A little gloomy, kind of damp, shorter days - autumn is here. I love the changes in colour, and even the rain and clouds on a fall day. Tthere is something cozy about the whole thing. Assuming, of course, it only lasts a day or two. After that I'm ready for some sunshine and warmth!
On what some may perceive as a gloomy day (at least this morning is), we may console ourselves with the reminder, "This is the day the Lord has made," exhale a big sigh, and resolutely decide to get on with our day.
Psalm 118:4 is the source of this verse, "This is the day the LORD has made, let us rejoice and be glad in it." What we may not realize is the psalmist is not thinking about the weather forecast. Contextually, he has expressed his lament because of the external pressures bearing down on him.

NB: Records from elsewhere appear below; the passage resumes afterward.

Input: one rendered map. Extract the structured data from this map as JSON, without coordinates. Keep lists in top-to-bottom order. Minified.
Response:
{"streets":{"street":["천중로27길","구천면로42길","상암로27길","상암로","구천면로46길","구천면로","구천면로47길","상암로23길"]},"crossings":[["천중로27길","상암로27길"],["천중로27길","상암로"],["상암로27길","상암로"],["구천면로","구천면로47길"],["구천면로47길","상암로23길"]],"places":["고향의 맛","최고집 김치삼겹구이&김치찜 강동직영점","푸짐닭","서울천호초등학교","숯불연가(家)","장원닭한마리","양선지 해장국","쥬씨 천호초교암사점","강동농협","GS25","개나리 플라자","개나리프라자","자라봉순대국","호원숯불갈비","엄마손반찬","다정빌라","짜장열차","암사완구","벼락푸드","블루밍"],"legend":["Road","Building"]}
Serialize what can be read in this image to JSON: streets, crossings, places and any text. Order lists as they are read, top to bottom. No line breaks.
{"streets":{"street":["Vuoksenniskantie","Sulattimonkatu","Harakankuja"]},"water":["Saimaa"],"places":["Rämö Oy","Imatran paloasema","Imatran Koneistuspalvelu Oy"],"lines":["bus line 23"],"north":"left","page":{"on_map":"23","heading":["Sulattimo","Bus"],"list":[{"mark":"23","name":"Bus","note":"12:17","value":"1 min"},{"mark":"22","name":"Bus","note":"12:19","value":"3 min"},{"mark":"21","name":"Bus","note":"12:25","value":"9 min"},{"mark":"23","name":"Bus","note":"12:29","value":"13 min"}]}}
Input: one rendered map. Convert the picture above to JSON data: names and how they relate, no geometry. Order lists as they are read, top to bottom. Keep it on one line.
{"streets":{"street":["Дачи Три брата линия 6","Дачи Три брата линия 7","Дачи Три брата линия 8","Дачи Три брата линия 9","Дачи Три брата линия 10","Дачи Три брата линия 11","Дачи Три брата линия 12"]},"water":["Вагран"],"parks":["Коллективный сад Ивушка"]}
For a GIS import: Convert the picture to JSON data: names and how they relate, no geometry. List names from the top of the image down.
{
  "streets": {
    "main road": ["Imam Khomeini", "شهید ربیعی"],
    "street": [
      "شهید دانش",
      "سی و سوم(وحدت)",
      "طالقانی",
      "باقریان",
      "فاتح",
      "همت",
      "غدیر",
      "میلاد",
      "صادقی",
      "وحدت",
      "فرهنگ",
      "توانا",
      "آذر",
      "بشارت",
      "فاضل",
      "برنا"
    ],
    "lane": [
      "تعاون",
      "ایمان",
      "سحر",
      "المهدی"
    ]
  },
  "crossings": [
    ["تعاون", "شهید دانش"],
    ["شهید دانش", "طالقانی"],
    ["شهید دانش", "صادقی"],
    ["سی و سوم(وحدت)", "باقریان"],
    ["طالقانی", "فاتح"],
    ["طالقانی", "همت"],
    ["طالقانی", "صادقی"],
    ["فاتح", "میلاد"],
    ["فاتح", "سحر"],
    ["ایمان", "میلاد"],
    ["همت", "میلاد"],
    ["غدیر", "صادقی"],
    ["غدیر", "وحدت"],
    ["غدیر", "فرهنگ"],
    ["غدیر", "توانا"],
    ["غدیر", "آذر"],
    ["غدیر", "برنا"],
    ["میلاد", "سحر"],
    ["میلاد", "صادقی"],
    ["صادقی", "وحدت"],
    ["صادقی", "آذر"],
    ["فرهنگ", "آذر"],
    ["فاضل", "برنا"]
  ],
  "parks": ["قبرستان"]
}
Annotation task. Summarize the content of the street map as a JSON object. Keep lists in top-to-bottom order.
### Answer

We don't know the exact circumstances, but the psalmist references taking refuge in God (v8) because the nations were surrounding him (v10 - presumably some kind of military aggression). In fact, he wonders if God is disciplining him (v18).
From our perspective we could read verse 18 (and some English translations do) as a negative statement, perhaps even as a commentary on punishment. However, that isn't the emphasis the psalmist is giving this text. Within the context of their covenantal relationship with the LORD (YHWH), the God of Israel, there was the understanding that this God would make Himself known and would teach and instruct Israel. Having a God who was knowable and relational was unique in the ancient world! Proverbs 1:7 uses similar language to Psalm 118:18, "The fear of the LORD is the beginning of knowledge, but fools despise wisdom and discipline." The instructive process of acquiring knowledge and wisdom is part of "discipline."
The psalmist's call to celebrate the "day the LORD has made" is, then, an expression of thanksgiving to God for His faithfulness to sustain and care for the psalmist in his moment of stress - in THIS moment, in THIS day - to redeem him from the threat, and most importantly, to instruct the psalmist in the nature and character of God. The curriculum used by God was sourced in real-life events, but none of the threats or struggles were greater than, or independent of, the loving God who cares for His people.
This is not to suggest that the psalmist could expect all rainbows and unicorns. Clearly, the threat was real, the stress was overwhelming. In spite of those stressors, he knows God is walking with him; he is living in the presence of a living, active and engaged covenental God. And God has not changed. Nor has the reality of living in a world contaminated by sin. Whatever the events of today, of this week, remember, it is a day (or week) that God has made. Let us rejoice, for He will walk with us.